Review: James Cotton – Giant
Posted on: Wednesday, Nov 10, 2010
(Alligator Records: ALCD 4940)
James Cotton is without a doubt one of the most famous bluesmen of all time, and the harmonica legend makes a return to Alligator Records with “Giant”, after releasing a couple of albums in the 1980s with them and being part of “Harp Attack”, in the company of fellow Chicago friends and harmonica giants, Junior Wells, Carey Bell and Billy Branch.
The Mississippi-born master is on top form here, not singing any more, but his harmonica sounding as sweet as ever, with the vocals left mainly to guitarist Slam Allen, and one contribution from Tom Holland, who share the guitar duties. The tight band is rounded off by two of the Neal ‘dynasty’ . . . Noel Neal (bass) and Kenny Neal Junior (drums), with a solitary appearance from in-demand Ronnie James Weber on bass.
The 12 tracks on offer are a fine mix of some classic Muddy Waters, whose band Cotton was of course in for lengthy periods; together with covers from the likes of Jimmy Rogers and Ivory Joe Hunter, with some band and Cotton originals . . . recorded down in Austin, Texas at Wire Recording and sounding just great!
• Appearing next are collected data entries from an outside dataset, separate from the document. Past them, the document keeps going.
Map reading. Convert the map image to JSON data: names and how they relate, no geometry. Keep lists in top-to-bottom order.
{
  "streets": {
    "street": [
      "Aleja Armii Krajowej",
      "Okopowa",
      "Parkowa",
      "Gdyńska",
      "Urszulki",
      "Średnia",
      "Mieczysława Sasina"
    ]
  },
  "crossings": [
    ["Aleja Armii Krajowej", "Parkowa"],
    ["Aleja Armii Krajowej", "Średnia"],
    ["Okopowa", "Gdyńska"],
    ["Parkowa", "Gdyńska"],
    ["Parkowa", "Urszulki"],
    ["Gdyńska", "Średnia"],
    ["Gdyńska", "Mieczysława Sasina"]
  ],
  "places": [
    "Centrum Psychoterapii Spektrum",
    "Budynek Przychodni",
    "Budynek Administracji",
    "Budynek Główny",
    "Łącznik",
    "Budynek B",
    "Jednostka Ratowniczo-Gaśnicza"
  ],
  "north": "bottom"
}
The opener is a rousing romp through Nick Gravenites “Buried Alive In The Blues”, which hits a lovely mid-tempo groove – Slam Allen is a fine singer and Cotton’s harmonica is on the money! The Allen / Cotton tune “Heard You’re Getting Married” takes the pace down, with some funky guitar lines and again the master’s harmonica on top form. A brace of Muddy Water tunes follow, the sprightly “Find Yourself Another Fool”, and Tom Holland handling the vocal duties on the slow blues of “Sad Sad Day” . . . both hugely enjoyable.
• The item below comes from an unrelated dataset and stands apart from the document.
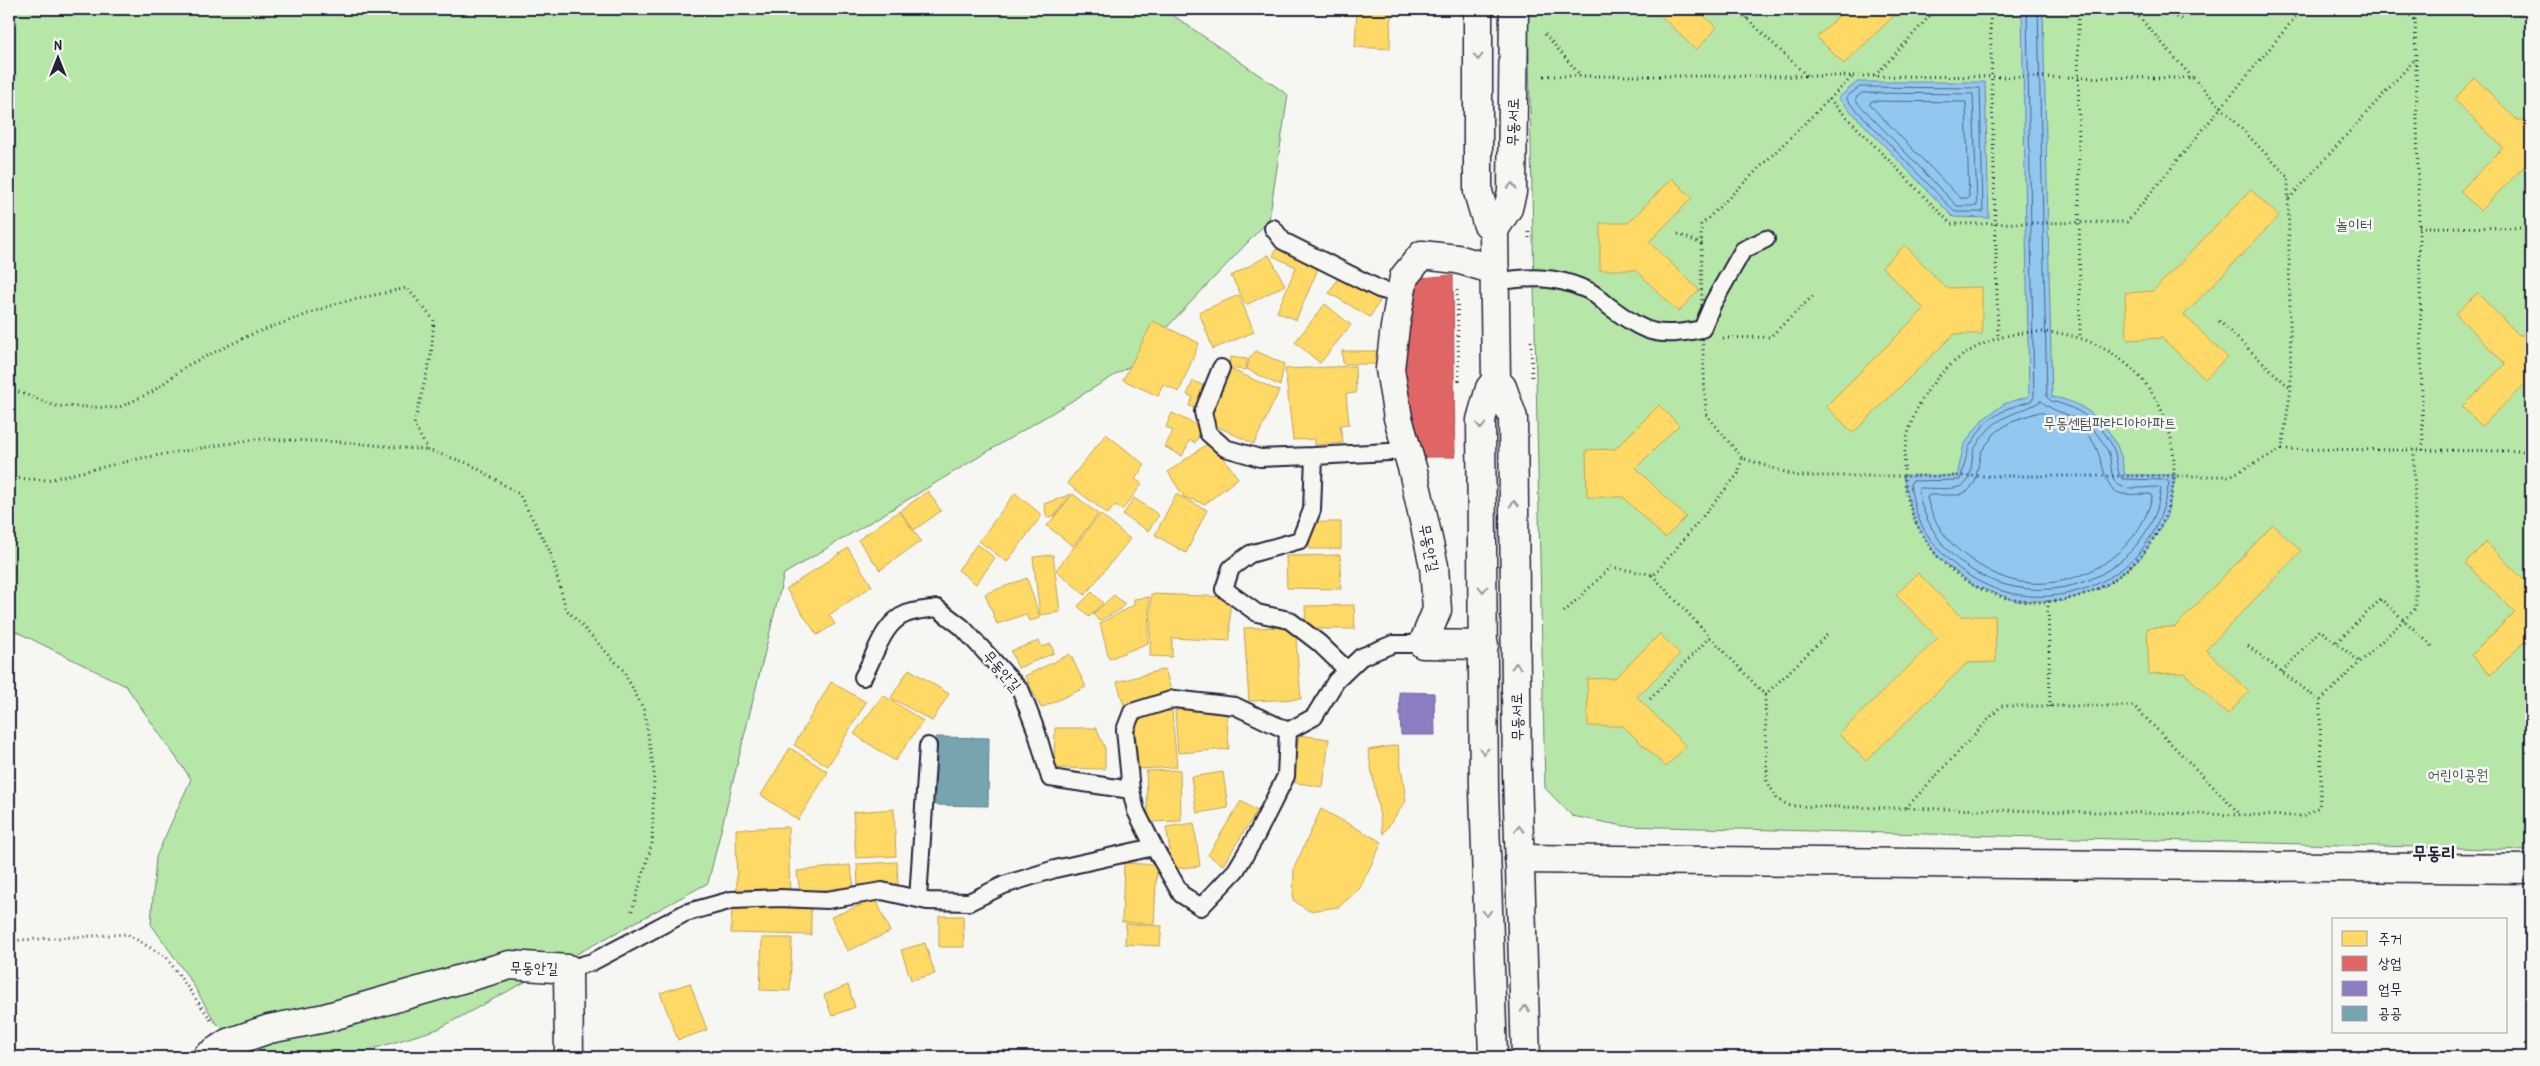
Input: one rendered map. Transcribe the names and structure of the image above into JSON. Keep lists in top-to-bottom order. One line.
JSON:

The original “Change” hits a great funk groove, with a return to some serious slow blues on “How Blue Can You Get?”, with Cotton’s harmonica lines weaving in and out of some fluid guitar from Tom Holland – the cd booklet notes kindly tell us which guitar is in which channel. “With The Quickness” is a short and snappy fast shuffle instrumental and a showcase for James Cotton’s mighty harmonica work. – which is just gorgeous on Ivory Joe Hunter’s “Since I Met You, Baby” . . . a rambling six minutes plus with soulful vocal from Slam Allen.
Cotton and the band doff their caps to another Chicago legend in the shape of Jimmy Rogers on his classic “That’s All Right”, and get into soul territory on “Let Yourself Go”, with more fine grooves from the rhythm section of Messrs. Neal and Neal. “Giant” is dedicated to the memory of the late, legendary ‘Queen of the Chicago Blues’ Koko Taylor, a dear friend of Cotton, and the album closer is for her . . . a chromatic instrumental entitled “Blues For Koko”. James Cotton inherited the nickname “Mr. Superharp”, and it’s a pleasure to report his playing is in fine order!